:: INFORMATION PROVIDED ::

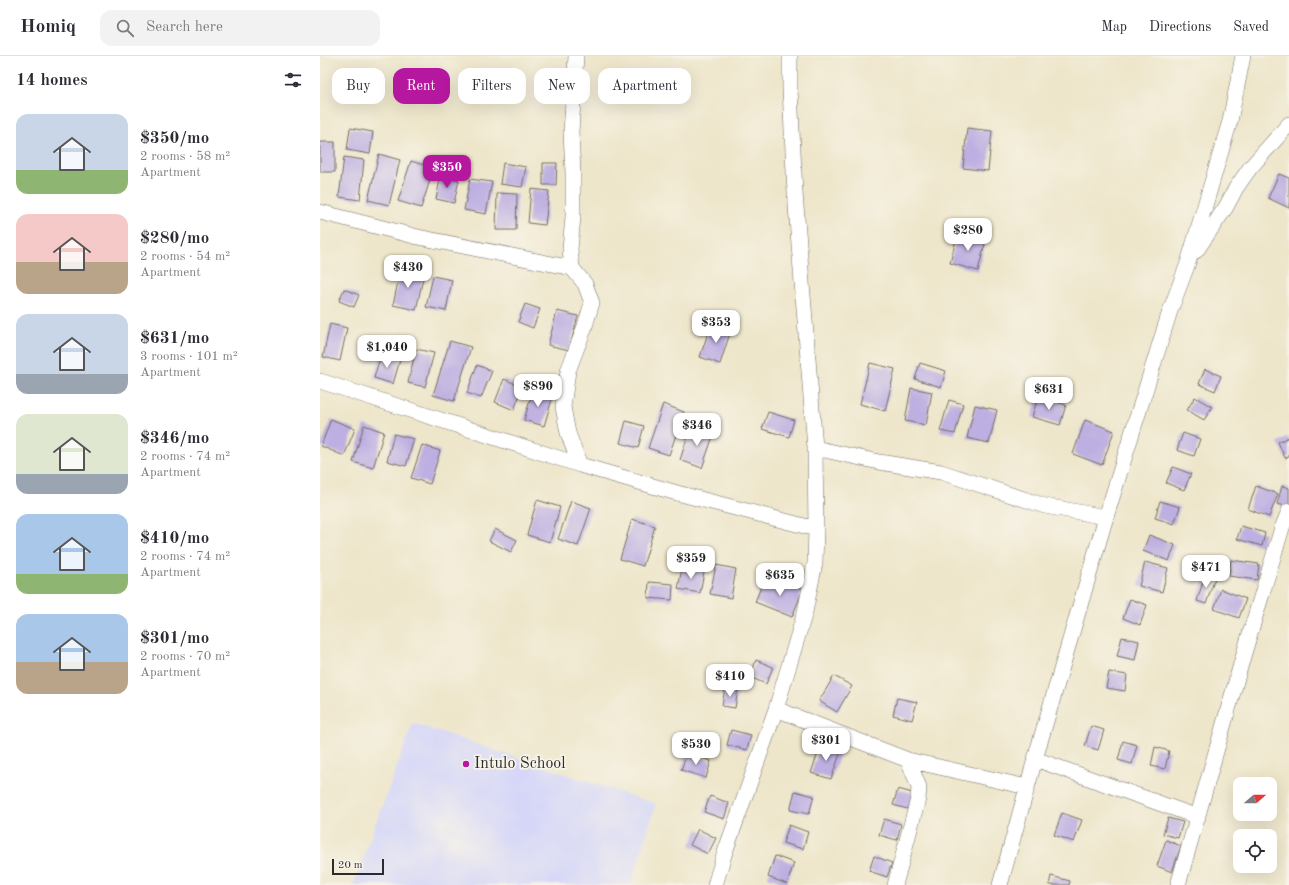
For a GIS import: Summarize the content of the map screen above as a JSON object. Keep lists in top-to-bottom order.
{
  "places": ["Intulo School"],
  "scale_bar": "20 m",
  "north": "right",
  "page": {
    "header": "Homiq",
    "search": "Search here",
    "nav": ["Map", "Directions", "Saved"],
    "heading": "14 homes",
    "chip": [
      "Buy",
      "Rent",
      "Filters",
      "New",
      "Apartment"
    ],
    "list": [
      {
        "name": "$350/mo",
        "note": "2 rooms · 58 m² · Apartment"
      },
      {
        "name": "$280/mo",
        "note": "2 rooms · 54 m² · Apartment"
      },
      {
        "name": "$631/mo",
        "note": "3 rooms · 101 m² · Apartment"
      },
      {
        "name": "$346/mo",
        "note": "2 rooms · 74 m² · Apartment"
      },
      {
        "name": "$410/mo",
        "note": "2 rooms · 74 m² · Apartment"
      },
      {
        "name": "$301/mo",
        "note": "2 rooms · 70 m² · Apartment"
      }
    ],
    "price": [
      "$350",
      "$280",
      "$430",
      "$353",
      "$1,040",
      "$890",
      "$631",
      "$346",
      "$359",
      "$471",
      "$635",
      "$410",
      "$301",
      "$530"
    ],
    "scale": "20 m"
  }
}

:::

Every line of the data above is to be set down exactly; the pictures are not.

- [RESULT OF THIS EXERCISE]:
For a GIS import: Summarize the content of the map screen above as a JSON object. Keep lists in top-to-bottom order.
{
  "places": ["Intulo School"],
  "scale_bar": "20 m",
  "north": "right",
  "page": {
    "header": "Homiq",
    "search": "Search here",
    "nav": ["Map", "Directions", "Saved"],
    "heading": "14 homes",
    "chip": [
      "Buy",
      "Rent",
      "Filters",
      "New",
      "Apartment"
    ],
    "list": [
      {
        "name": "$350/mo",
        "note": "2 rooms · 58 m² · Apartment"
      },
      {
        "name": "$280/mo",
        "note": "2 rooms · 54 m² · Apartment"
      },
      {
        "name": "$631/mo",
        "note": "3 rooms · 101 m² · Apartment"
      },
      {
        "name": "$346/mo",
        "note": "2 rooms · 74 m² · Apartment"
      },
      {
        "name": "$410/mo",
        "note": "2 rooms · 74 m² · Apartment"
      },
      {
        "name": "$301/mo",
        "note": "2 rooms · 70 m² · Apartment"
      }
    ],
    "price": [
      "$350",
      "$280",
      "$430",
      "$353",
      "$1,040",
      "$890",
      "$631",
      "$346",
      "$359",
      "$471",
      "$635",
      "$410",
      "$301",
      "$530"
    ],
    "scale": "20 m"
  }
}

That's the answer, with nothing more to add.